A queda do avião no Azerbaijão não “cortará” os laços entre Moscou e Baku, mas já prejudicou a imagem da Rússia no país Cáspio, rico em petróleo, disse um analista baseado em Baku.
“Baku dificilmente optará por romper os laços com Moscovo, mas o incidente terá, sem dúvida, um impacto negativo nas relações bilaterais”, disse Emil Mustafayev, editor-chefe da revista Minval Politika, à Al Jazeera.

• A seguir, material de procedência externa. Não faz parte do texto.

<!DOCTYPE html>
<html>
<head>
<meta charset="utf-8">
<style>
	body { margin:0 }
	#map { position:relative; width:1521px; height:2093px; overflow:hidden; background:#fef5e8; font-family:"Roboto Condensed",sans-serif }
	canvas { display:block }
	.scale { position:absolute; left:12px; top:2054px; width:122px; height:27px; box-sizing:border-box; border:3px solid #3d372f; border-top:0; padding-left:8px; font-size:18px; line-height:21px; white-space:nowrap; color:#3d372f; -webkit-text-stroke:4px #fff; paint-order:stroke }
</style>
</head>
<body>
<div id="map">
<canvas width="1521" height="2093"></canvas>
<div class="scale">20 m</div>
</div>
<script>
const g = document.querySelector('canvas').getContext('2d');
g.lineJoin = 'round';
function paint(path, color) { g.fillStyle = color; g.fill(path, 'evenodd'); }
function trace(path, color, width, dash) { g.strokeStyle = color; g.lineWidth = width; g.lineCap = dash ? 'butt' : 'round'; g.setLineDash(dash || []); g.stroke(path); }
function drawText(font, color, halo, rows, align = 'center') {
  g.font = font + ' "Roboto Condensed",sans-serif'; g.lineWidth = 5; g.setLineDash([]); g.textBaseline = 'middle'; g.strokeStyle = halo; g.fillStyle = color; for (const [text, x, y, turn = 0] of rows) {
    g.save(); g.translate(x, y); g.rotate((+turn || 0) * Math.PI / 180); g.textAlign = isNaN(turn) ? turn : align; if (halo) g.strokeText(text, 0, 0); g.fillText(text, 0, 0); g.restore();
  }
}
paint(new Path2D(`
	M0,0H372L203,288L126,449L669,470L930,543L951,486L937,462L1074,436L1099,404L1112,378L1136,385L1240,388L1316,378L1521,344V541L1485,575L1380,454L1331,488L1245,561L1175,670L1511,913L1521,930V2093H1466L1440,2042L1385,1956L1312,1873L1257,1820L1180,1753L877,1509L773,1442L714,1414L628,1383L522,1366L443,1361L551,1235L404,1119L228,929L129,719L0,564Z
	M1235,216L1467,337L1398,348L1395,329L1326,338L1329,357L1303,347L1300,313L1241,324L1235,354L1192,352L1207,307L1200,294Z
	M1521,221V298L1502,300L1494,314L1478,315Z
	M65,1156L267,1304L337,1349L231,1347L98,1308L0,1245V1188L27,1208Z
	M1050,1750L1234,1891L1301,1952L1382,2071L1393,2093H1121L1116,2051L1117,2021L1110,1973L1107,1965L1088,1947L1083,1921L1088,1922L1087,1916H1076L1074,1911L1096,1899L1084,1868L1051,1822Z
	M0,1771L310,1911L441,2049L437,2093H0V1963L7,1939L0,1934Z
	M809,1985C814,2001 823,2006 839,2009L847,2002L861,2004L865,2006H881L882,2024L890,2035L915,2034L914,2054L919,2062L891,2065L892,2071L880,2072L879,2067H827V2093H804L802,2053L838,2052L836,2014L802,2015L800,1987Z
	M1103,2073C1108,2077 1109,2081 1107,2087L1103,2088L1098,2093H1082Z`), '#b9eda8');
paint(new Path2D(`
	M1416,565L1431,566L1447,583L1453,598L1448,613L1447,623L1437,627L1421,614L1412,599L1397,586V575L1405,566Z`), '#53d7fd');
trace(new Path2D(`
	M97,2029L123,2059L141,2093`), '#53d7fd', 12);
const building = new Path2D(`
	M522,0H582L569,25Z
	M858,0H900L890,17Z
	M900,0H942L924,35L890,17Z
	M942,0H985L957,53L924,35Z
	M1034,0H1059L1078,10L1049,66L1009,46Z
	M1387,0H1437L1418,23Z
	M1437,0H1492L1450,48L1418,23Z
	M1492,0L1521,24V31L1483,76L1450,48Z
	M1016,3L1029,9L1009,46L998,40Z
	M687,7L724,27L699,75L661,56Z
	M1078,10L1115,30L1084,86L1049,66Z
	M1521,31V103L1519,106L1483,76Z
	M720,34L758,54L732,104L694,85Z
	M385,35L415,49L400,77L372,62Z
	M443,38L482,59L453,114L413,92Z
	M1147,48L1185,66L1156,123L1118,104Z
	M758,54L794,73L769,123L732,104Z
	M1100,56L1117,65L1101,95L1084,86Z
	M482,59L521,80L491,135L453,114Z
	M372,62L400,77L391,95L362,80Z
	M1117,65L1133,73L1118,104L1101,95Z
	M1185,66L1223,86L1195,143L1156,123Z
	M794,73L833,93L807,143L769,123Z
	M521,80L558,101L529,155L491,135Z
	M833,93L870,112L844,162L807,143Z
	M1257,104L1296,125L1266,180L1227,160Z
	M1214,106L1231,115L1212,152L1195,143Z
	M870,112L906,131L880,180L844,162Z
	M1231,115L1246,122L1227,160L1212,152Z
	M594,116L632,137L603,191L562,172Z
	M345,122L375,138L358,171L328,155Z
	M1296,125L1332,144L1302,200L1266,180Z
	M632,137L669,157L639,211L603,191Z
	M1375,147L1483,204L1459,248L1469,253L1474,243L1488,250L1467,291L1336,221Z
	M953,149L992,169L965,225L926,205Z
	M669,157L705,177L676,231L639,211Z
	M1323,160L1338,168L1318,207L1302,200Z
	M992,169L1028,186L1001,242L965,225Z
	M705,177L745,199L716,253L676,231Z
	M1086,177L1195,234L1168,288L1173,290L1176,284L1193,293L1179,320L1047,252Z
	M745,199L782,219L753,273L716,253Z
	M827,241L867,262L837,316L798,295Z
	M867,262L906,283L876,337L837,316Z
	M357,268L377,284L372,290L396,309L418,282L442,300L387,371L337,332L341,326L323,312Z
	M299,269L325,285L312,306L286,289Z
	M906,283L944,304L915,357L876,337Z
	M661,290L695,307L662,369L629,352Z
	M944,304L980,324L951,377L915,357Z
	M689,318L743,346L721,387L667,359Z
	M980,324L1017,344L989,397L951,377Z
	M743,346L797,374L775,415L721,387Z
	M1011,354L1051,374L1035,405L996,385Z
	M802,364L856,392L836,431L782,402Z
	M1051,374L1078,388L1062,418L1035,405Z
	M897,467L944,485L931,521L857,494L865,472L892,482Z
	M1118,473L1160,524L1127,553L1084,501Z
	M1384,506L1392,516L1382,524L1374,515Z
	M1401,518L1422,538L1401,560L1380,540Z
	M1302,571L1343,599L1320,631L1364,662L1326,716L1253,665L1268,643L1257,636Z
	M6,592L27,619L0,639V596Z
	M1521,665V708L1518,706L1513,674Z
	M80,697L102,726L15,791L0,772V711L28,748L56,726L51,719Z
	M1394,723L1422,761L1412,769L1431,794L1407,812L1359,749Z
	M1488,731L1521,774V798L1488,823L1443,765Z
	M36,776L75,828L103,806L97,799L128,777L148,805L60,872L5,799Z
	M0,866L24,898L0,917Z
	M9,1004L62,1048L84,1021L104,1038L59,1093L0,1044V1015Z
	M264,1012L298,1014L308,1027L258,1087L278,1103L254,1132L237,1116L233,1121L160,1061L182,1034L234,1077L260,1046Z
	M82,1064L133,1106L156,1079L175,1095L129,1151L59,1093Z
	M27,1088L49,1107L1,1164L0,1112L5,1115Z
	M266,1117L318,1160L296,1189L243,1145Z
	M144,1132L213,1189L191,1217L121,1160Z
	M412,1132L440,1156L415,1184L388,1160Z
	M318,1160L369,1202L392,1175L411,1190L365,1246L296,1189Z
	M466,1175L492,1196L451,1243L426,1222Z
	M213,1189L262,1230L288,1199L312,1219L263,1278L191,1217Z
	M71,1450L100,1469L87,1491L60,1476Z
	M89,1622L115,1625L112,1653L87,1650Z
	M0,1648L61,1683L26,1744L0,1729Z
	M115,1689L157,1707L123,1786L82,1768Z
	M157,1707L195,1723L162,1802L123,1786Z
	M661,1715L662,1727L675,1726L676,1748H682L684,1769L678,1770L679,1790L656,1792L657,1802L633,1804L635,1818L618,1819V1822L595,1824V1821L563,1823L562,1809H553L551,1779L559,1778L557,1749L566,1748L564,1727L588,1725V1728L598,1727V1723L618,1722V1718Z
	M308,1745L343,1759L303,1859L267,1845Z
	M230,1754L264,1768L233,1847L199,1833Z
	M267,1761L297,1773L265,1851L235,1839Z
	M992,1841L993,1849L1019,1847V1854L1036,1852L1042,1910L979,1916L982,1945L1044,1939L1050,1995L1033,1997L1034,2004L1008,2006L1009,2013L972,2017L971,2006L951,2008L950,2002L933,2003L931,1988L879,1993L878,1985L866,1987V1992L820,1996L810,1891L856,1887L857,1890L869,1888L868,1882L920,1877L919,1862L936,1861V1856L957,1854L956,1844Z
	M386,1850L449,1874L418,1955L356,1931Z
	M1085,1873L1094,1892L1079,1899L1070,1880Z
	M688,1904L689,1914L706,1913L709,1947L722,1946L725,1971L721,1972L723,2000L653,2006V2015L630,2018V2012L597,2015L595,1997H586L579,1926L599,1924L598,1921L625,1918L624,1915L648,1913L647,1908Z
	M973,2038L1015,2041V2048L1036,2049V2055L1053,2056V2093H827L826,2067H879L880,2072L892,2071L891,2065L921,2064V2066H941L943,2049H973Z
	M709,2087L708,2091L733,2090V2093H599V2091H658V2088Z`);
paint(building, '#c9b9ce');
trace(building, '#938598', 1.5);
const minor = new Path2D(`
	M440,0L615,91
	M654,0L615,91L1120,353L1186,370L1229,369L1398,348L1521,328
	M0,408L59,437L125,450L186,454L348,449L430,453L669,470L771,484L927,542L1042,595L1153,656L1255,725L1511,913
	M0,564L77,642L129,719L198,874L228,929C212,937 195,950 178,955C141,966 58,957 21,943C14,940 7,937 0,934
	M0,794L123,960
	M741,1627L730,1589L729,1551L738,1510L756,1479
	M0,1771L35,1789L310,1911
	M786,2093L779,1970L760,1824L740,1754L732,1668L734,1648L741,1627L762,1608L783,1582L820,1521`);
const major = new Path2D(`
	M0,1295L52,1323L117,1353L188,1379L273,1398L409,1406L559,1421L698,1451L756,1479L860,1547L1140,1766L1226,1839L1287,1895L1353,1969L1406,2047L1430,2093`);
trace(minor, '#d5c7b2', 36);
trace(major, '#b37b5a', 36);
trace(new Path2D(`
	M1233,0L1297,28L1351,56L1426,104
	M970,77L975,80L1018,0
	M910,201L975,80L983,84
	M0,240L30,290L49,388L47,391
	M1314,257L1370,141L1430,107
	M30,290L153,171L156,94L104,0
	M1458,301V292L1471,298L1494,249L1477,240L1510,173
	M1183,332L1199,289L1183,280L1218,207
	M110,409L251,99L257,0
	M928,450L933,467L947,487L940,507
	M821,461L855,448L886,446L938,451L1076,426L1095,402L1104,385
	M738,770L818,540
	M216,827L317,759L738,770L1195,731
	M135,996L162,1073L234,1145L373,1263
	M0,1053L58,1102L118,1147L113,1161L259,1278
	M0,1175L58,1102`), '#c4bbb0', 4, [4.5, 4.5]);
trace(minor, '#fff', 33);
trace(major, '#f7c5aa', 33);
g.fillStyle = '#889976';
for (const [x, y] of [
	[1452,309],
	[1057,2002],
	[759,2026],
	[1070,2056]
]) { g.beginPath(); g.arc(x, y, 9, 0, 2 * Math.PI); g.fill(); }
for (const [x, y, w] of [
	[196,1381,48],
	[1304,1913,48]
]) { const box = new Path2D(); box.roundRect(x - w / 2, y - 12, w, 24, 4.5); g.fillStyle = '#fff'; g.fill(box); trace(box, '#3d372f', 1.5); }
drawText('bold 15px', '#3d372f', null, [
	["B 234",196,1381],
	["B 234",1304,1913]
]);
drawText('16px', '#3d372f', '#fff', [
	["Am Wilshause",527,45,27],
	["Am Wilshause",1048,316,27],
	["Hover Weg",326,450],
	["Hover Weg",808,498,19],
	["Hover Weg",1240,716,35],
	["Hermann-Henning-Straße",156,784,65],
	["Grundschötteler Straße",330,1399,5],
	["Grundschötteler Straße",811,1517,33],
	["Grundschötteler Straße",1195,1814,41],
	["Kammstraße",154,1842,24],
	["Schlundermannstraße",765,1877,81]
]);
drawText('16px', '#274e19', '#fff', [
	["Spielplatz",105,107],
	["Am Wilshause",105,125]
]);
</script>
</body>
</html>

“Além disso, a Rússia corre o risco de perder os últimos vestígios da sua autoridade entre o público no Azerbaijão”, disse ele. “Mesmo aqueles que apoiavam Putin hoje veem a Rússia com desdém devido às suas tentativas de esconder a verdade e evitar a responsabilidade pela tragédia.”
O governante checheno Kadyrov é um ex-homem forte separatista cujas políticas com mão de ferro na província montanhosa do norte do Cáucaso, de maioria muçulmana, muitas vezes desprezam as leis federais russas.
O líder tem sido um dos mais veementes apoiantes da invasão em grande escala da Ucrânia pela Rússia e afirmou que os militares chechenos lideram a guerra.
Mas a análise da Al Jazeera mostrou que a sua papel no conflito era mínimo e consistia principalmente em assustadores militares étnicos russos e policiamento das áreas ocupadas por Moscou.